- **About this exercise**: Reproduce precisely the lines of the listing below, starting with the line that contains "I am building a map index. Build" and stopping after the line that contains "Input: one rendered map. Transcribe"; include nothing else.

──────────────────────────────

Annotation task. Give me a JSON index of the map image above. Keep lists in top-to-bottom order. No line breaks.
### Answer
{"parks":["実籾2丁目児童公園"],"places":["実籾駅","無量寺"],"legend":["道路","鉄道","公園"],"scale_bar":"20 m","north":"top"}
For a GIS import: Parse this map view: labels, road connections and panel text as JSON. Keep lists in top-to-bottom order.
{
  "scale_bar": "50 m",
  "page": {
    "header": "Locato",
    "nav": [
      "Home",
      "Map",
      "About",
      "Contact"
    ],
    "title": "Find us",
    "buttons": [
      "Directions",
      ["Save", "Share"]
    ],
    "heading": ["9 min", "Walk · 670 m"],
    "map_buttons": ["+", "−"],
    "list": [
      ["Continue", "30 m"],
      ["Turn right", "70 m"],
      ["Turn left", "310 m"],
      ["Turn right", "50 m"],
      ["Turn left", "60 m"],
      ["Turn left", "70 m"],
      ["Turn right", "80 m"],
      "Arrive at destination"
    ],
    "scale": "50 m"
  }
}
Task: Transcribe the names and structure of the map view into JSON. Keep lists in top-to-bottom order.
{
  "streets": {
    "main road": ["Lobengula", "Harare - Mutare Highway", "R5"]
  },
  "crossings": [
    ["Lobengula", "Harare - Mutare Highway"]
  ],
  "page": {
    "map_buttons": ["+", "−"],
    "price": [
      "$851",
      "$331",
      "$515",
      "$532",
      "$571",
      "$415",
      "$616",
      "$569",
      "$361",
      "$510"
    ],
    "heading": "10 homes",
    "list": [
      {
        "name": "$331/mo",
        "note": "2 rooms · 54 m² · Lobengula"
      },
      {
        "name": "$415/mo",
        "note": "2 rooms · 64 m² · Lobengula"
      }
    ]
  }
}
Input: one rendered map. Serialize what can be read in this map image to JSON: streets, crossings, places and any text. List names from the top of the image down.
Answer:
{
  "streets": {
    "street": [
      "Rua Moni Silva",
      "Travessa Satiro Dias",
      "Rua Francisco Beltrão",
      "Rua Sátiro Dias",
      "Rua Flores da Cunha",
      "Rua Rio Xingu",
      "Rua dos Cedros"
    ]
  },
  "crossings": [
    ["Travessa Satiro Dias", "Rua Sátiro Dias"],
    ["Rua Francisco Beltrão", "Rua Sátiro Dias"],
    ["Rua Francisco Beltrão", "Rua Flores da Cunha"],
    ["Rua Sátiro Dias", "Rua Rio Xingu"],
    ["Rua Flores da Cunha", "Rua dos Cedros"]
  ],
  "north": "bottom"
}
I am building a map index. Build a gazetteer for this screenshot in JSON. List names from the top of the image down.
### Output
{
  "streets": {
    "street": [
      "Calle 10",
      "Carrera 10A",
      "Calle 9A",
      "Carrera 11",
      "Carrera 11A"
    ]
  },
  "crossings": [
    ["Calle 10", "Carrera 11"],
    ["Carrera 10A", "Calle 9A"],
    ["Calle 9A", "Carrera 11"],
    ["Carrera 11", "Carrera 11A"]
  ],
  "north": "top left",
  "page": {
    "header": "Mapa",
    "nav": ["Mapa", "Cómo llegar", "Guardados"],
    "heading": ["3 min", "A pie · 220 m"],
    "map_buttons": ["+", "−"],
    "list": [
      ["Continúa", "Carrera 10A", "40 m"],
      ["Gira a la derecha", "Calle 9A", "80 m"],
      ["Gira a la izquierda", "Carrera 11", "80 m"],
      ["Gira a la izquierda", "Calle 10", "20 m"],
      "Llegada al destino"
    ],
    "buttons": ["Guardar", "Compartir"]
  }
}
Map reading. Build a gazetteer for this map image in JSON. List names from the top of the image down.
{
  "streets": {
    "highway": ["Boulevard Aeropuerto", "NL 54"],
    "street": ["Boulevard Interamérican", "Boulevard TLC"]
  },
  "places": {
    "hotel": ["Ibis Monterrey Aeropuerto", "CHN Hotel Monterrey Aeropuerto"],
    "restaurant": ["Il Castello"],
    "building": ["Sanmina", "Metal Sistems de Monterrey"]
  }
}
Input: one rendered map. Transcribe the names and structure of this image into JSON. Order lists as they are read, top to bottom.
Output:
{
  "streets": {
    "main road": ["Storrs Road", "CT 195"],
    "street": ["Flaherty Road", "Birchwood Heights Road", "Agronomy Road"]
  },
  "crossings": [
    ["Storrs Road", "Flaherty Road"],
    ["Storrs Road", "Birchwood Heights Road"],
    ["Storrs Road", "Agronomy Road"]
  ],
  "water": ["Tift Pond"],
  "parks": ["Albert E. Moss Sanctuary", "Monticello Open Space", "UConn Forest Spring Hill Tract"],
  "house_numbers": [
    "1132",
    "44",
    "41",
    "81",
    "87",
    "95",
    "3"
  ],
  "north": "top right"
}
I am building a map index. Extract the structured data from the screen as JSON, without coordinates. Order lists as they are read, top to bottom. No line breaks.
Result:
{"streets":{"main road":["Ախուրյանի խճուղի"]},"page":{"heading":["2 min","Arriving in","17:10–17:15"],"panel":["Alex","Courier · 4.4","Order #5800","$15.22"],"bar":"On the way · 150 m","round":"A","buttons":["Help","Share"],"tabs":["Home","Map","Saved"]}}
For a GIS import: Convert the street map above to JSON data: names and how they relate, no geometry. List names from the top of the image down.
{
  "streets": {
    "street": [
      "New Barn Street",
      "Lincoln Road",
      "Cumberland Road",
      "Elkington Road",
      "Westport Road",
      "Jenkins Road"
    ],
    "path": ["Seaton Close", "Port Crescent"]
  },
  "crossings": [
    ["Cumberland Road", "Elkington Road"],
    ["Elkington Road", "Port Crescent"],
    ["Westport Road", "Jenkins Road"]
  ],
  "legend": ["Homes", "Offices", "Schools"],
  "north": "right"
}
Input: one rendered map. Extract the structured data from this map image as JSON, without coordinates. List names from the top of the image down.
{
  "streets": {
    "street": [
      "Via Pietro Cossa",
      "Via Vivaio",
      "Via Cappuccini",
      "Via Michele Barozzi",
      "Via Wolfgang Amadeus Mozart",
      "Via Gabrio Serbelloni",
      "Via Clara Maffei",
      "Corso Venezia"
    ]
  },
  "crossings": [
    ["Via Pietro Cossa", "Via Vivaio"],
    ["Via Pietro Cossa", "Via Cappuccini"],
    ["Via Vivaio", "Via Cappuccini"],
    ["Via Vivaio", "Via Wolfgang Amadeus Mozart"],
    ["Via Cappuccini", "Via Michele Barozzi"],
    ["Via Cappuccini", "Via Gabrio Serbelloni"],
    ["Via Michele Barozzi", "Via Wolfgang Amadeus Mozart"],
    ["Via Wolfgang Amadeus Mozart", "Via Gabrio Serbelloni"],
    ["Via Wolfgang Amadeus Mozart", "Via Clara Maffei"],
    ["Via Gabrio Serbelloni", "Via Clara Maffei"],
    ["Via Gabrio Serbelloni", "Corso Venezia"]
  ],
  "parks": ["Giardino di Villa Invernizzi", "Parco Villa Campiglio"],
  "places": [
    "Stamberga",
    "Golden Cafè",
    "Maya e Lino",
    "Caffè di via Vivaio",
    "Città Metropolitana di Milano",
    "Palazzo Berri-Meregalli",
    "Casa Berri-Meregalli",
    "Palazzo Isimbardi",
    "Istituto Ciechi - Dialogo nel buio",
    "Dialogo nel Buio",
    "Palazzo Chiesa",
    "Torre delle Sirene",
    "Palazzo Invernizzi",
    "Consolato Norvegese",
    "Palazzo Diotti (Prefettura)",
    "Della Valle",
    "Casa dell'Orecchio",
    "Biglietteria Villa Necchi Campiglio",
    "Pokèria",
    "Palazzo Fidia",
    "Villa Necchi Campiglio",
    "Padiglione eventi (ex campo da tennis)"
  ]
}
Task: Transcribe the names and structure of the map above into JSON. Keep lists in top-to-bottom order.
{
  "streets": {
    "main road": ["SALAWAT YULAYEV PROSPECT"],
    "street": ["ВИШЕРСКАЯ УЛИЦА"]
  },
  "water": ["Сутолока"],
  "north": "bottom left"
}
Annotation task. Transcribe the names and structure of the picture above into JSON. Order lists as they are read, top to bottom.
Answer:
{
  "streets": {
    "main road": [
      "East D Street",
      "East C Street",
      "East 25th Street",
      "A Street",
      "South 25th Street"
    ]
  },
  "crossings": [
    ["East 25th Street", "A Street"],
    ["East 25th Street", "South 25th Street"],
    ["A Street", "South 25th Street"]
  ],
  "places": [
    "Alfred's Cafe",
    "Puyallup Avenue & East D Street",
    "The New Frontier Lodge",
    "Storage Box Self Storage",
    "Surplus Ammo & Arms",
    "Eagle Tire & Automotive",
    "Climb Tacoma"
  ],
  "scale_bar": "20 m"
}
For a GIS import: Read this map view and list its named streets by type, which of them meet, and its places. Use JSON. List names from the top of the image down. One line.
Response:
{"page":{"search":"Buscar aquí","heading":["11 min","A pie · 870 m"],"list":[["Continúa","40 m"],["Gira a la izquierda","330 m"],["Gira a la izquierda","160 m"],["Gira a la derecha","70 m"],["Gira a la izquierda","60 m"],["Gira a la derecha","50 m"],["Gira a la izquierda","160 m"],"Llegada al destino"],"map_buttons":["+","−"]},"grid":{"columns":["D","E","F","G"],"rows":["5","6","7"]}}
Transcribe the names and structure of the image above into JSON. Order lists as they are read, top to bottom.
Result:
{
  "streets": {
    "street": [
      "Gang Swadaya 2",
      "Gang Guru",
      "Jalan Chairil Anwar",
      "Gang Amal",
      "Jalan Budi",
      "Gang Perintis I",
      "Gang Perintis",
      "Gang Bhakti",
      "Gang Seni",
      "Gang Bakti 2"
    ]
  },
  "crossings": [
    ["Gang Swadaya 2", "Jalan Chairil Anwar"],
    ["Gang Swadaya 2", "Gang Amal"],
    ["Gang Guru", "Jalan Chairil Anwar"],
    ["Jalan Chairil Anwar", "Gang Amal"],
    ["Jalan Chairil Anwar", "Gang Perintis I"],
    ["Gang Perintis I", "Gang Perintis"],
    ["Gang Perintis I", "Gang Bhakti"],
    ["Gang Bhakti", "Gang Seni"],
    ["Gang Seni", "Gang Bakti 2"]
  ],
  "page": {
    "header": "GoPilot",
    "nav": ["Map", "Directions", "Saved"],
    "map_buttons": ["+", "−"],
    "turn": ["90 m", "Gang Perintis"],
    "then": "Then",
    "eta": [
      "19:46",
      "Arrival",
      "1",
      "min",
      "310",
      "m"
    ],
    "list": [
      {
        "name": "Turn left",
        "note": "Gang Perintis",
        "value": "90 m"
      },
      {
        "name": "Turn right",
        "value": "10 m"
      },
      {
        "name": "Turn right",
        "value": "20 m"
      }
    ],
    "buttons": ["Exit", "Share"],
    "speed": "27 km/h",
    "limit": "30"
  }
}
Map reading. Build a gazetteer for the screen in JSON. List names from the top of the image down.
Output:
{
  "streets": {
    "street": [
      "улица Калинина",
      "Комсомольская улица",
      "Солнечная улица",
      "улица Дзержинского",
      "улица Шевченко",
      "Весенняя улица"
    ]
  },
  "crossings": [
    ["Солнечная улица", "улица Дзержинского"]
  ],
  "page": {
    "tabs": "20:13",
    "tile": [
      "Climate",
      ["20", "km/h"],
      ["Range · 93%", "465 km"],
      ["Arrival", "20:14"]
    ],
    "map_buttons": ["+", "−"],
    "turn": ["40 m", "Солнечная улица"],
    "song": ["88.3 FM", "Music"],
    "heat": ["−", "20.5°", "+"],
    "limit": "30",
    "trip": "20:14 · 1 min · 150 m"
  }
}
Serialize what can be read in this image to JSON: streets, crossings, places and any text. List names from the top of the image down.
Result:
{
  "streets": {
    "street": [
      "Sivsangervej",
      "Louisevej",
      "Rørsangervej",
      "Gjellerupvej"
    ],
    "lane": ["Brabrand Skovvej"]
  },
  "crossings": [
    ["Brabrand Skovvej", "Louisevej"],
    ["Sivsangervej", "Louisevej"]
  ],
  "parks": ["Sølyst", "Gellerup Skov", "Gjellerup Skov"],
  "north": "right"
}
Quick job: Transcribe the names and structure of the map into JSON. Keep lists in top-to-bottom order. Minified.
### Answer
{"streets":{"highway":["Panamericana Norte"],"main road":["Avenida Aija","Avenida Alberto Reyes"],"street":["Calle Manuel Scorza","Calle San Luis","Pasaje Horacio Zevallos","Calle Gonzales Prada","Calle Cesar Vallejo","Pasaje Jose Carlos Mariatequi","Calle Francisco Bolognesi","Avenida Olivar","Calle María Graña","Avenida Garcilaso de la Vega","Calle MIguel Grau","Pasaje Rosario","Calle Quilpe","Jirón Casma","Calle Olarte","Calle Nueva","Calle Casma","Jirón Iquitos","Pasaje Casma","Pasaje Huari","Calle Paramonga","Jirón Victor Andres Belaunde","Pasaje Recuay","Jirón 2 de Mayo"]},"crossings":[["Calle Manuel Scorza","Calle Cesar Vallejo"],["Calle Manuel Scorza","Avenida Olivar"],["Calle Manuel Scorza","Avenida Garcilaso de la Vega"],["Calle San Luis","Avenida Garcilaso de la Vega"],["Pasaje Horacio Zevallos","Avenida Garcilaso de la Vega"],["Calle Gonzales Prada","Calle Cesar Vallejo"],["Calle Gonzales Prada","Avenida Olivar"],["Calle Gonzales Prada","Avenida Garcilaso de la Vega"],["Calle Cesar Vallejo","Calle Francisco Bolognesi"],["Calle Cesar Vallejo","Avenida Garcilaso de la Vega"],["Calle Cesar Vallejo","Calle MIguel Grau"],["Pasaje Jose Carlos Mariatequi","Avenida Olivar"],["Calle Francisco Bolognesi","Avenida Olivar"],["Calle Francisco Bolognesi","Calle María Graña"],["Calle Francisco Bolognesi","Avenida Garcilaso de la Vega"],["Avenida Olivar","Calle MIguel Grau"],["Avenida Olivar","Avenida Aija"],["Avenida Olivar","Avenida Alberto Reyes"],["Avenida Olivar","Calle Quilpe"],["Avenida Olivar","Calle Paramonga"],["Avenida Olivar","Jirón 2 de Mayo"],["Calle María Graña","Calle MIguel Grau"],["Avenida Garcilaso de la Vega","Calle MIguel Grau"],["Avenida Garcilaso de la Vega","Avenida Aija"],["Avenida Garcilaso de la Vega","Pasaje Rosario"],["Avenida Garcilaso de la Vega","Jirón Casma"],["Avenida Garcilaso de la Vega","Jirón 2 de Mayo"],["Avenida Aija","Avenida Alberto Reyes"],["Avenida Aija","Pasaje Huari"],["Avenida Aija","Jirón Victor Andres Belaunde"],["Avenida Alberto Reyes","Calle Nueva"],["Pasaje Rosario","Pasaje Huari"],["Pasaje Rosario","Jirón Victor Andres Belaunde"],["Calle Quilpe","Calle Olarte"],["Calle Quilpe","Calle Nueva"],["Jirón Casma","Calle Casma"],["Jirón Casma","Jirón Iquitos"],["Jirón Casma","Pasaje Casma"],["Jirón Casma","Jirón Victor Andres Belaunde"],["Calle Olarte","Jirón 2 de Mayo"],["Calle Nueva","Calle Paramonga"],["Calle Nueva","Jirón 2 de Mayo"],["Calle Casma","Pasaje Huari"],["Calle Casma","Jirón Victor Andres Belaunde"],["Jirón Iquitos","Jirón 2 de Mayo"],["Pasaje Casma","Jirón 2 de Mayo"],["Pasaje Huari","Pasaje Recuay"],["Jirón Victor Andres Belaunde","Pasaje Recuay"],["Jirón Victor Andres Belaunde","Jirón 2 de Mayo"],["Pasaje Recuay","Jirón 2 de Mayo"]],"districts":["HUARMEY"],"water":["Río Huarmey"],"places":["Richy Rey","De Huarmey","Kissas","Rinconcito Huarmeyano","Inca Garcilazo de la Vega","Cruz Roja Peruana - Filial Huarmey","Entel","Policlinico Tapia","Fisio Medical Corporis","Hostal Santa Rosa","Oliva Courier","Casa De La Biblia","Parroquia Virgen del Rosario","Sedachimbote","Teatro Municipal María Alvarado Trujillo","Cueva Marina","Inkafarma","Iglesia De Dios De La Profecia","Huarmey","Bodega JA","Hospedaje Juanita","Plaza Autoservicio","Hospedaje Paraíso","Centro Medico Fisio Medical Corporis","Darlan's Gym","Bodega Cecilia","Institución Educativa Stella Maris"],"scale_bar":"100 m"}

──────────────────────────────

- **Answer to this exercise**:
I am building a map index. Build a gazetteer for this screenshot in JSON. List names from the top of the image down.
### Output
{
  "streets": {
    "street": [
      "Calle 10",
      "Carrera 10A",
      "Calle 9A",
      "Carrera 11",
      "Carrera 11A"
    ]
  },
  "crossings": [
    ["Calle 10", "Carrera 11"],
    ["Carrera 10A", "Calle 9A"],
    ["Calle 9A", "Carrera 11"],
    ["Carrera 11", "Carrera 11A"]
  ],
  "north": "top left",
  "page": {
    "header": "Mapa",
    "nav": ["Mapa", "Cómo llegar", "Guardados"],
    "heading": ["3 min", "A pie · 220 m"],
    "map_buttons": ["+", "−"],
    "list": [
      ["Continúa", "Carrera 10A", "40 m"],
      ["Gira a la derecha", "Calle 9A", "80 m"],
      ["Gira a la izquierda", "Carrera 11", "80 m"],
      ["Gira a la izquierda", "Calle 10", "20 m"],
      "Llegada al destino"
    ],
    "buttons": ["Guardar", "Compartir"]
  }
}
Map reading. Build a gazetteer for this map image in JSON. List names from the top of the image down.
{
  "streets": {
    "highway": ["Boulevard Aeropuerto", "NL 54"],
    "street": ["Boulevard Interamérican", "Boulevard TLC"]
  },
  "places": {
    "hotel": ["Ibis Monterrey Aeropuerto", "CHN Hotel Monterrey Aeropuerto"],
    "restaurant": ["Il Castello"],
    "building": ["Sanmina", "Metal Sistems de Monterrey"]
  }
}
Input: one rendered map. Transcribe the names and structure of this image into JSON. Order lists as they are read, top to bottom.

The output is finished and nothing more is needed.